== Work instruction ==
Your task is to find every line in the records that holds the string "lane" and copy it.

________________________________________

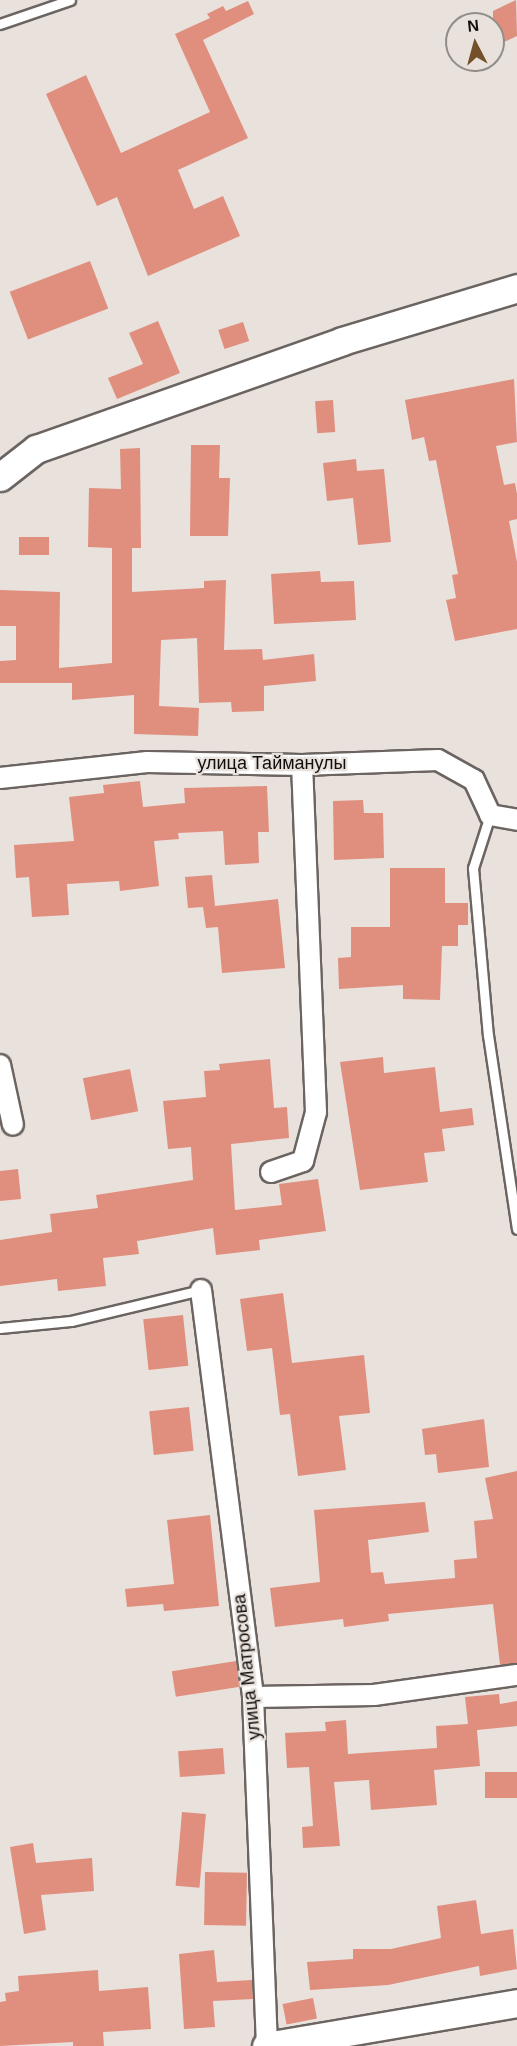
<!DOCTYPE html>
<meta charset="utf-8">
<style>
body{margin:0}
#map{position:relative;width:517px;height:2046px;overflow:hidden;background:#e9e1dc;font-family:Helvetica,sans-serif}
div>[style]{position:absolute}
.building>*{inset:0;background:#e08f7e;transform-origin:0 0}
.roads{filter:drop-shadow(2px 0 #6b6460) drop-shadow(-2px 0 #6b6460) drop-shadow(0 2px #6b6460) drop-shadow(0 -2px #6b6460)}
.lane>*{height:9px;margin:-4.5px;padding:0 4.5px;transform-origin:4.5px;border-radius:4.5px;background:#fff}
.street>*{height:20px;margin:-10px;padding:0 10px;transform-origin:10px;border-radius:10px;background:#fff}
.secondary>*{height:27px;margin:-13.5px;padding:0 13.5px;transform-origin:13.5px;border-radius:13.5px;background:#fff}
span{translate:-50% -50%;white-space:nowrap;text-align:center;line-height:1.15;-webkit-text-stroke:4.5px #e9e1dc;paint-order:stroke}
.street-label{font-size:18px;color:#110e0d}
.north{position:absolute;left:445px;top:12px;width:60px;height:60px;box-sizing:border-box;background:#e9e1dc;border:2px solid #938d89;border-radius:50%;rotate:354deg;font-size:16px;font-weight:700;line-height:24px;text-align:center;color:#110e0d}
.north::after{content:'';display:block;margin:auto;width:21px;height:27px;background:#735029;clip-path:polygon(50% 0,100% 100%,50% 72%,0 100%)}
</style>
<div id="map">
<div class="building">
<div style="clip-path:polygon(516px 0,517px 36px,493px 47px,493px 11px)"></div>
<div style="clip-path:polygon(248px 1px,254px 14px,203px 40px,248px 138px,178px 170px,194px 209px,223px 196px,240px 236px,148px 276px,117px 197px,97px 206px,46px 94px,86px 75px,121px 153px,210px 112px,175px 34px,210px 18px,207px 14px,223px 6px,226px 11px)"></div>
<div style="left:90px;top:261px;width:51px;height:86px;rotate:69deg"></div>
<div style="clip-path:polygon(158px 321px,180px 373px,117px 399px,108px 378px,143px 364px,129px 333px)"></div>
<div style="left:243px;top:322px;width:20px;height:26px;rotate:72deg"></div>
<div style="clip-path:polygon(514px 379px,517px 442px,496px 446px,504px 485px,515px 483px,517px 494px,517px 519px,509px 521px,517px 562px,517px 629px,455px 641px,446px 600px,456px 598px,452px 575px,458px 574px,436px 460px,429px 461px,424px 437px,412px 440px,405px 400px)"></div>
<div style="left:333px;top:400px;width:32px;height:18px;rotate:86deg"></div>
<div style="clip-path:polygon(191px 445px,220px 445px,219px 478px,230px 478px,228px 536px,190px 536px)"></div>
<div style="clip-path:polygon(140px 448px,141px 548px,132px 548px,132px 592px,204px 588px,204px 581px,226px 580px,224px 650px,262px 649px,263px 660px,314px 654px,316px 681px,264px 686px,264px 711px,232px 712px,231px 702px,199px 703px,197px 638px,161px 640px,159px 706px,199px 708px,198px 736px,134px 734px,134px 695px,72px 700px,72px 683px,0 683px,0 661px,16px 660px,16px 626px,0 626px,0 590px,60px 592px,59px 668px,112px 663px,112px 548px,88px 547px,89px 488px,121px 489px,120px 449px)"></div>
<div style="clip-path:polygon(356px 459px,357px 471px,384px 469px,391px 542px,358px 545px,353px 498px,327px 501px,323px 463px)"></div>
<div style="left:19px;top:537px;width:30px;height:18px"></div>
<div style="clip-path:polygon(320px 571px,321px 582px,354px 581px,356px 620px,274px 624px,271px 574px)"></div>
<div style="clip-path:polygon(140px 781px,143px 807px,185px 803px,184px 788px,267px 786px,269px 832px,258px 832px,259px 863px,225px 865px,223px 831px,178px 833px,179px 839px,154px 841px,159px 886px,120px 891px,119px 881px,67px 884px,69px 915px,32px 917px,29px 877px,16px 878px,14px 845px,74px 841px,69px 797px,104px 793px,103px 785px)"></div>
<div style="clip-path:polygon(363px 800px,364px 813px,383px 813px,384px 858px,334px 860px,333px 801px)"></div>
<div style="clip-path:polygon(390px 868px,445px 868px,445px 903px,468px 903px,468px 925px,458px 925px,458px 946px,442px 946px,440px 1000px,403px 999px,403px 985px,339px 989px,338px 958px,351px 957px,351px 927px,390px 927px)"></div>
<div style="clip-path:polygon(212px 875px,215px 906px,278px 899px,285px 968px,222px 973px,218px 927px,206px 928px,203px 907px,188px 908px,185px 877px)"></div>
<div style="clip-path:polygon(383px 1057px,384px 1073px,435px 1067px,440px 1112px,472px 1108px,474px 1125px,442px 1129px,445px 1151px,424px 1153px,428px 1182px,360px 1190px,340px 1062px)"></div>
<div style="clip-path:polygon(270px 1059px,274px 1108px,287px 1107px,289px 1138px,231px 1144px,235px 1210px,282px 1205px,279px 1184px,318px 1179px,326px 1231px,259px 1240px,260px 1250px,216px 1255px,213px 1228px,137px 1241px,139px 1254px,103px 1258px,106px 1286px,58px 1291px,57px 1279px,0 1286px,0 1240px,52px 1232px,50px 1214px,98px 1208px,96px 1195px,193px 1180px,191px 1147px,168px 1149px,163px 1101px,206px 1097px,204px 1071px,220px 1070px,219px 1064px)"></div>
<div style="left:130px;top:1069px;width:43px;height:48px;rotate:79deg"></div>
<div style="clip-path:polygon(18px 1169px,21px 1199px,0 1201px,0 1171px)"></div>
<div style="clip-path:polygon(283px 1293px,292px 1363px,364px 1355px,370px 1413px,339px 1416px,346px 1470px,298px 1476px,290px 1414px,280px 1415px,272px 1348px,247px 1351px,240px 1299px)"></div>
<div style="left:183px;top:1315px;width:51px;height:40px;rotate:84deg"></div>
<div style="left:189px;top:1407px;width:44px;height:40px;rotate:84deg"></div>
<div style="clip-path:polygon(484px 1419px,489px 1467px,438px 1473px,436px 1454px,425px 1455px,422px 1429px)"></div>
<div style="clip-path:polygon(517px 1471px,517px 1663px,500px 1665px,493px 1604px,388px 1614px,389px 1621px,344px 1627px,343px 1619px,275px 1627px,270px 1588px,320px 1582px,314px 1510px,425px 1502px,429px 1532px,368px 1540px,371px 1573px,383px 1572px,385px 1584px,455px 1578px,454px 1560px,477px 1558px,474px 1521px,493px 1519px,485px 1478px)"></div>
<div style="clip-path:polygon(210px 1515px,219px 1606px,164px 1611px,163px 1604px,127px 1607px,125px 1589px,174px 1584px,167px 1520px)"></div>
<div style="left:236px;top:1661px;width:26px;height:65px;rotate:81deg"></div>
<div style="clip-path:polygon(499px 1694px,500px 1704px,517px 1701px,517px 1726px,477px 1730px,480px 1766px,434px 1770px,437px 1805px,371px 1810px,369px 1780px,334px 1782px,340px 1846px,303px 1848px,302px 1827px,313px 1826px,309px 1767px,287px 1768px,285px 1733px,326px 1731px,325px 1722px,346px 1720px,348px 1754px,437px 1748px,436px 1726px,468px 1724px,465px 1697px)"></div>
<div style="left:223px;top:1748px;width:26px;height:45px;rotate:86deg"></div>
<div style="left:517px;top:1772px;width:26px;height:32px;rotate:90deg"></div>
<div style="left:182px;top:1812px;width:24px;height:74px;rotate:5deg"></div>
<div style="clip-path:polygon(33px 1843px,36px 1863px,92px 1858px,94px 1891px,41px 1895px,46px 1930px,24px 1934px,10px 1847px)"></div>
<div style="left:205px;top:1872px;width:42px;height:53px;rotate:1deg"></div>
<div style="clip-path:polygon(476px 1900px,481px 1934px,513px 1929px,517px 1969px,480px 1976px,479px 1966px,388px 1985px,310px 1990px,307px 1962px,353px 1959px,353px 1949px,391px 1949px,441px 1938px,437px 1906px)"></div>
<div style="clip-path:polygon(214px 1950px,217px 1982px,252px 1980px,253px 1999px,213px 2001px,215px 2027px,184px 2029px,179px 1954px)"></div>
<div style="clip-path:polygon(98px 1970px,99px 1991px,148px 1987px,151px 2029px,103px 2032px,104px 2046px,73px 2046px,73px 2042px,0 2046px,0 2002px,6px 2001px,5px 1993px,19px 1991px,18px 1976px)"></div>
<div style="left:313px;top:1998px;width:21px;height:31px;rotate:79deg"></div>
</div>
<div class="roads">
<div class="lane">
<div style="left:0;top:24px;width:74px;rotate:-18.9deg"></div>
<div style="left:490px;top:815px;width:56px;rotate:107.8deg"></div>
<div style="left:473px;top:868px;width:168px;rotate:84.9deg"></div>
<div style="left:488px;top:1035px;width:196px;rotate:81.5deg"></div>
<div style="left:0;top:1328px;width:71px;rotate:-5.6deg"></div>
<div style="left:71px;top:1321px;width:134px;rotate:-13.4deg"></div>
</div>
<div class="street">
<div style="left:0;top:778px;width:148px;rotate:-6.2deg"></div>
<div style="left:147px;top:762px;width:155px;rotate:1.1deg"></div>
<div style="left:302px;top:765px;width:136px;rotate:-2.1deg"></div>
<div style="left:438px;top:760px;width:41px;rotate:29.1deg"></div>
<div style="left:474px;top:780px;width:38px;rotate:65deg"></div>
<div style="left:490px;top:815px;width:27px;rotate:10deg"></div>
<div style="left:0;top:1065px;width:61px;rotate:77.8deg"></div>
<div style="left:271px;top:1172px;width:34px;rotate:-19deg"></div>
<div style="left:303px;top:1161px;width:51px;rotate:-75.1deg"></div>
<div style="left:316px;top:1112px;width:347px;rotate:-92.3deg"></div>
<div style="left:201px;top:1290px;width:410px;rotate:82.7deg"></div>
<div style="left:253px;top:1697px;width:349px;rotate:87.7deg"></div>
<div style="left:253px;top:1697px;width:121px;rotate:-0.9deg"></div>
<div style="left:374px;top:1695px;width:144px;rotate:-8deg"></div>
</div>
<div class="secondary">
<div style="left:0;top:477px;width:46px;rotate:-37.9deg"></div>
<div style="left:36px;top:449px;width:324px;rotate:-19.4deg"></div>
<div style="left:342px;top:341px;width:183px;rotate:-16.8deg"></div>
<div style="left:266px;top:2046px;width:255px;rotate:-9.7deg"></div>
</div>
</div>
<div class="street-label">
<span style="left:272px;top:763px">улица Тайманулы</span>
<span style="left:247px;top:1667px;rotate:-96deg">улица Матросова</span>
</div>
<div class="north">N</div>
</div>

________________________________________

== Answer for this exercise ==
.lane>*{height:9px;margin:-4.5px;padding:0 4.5px;transform-origin:4.5px;border-radius:4.5px;background:#fff}
<div class="lane">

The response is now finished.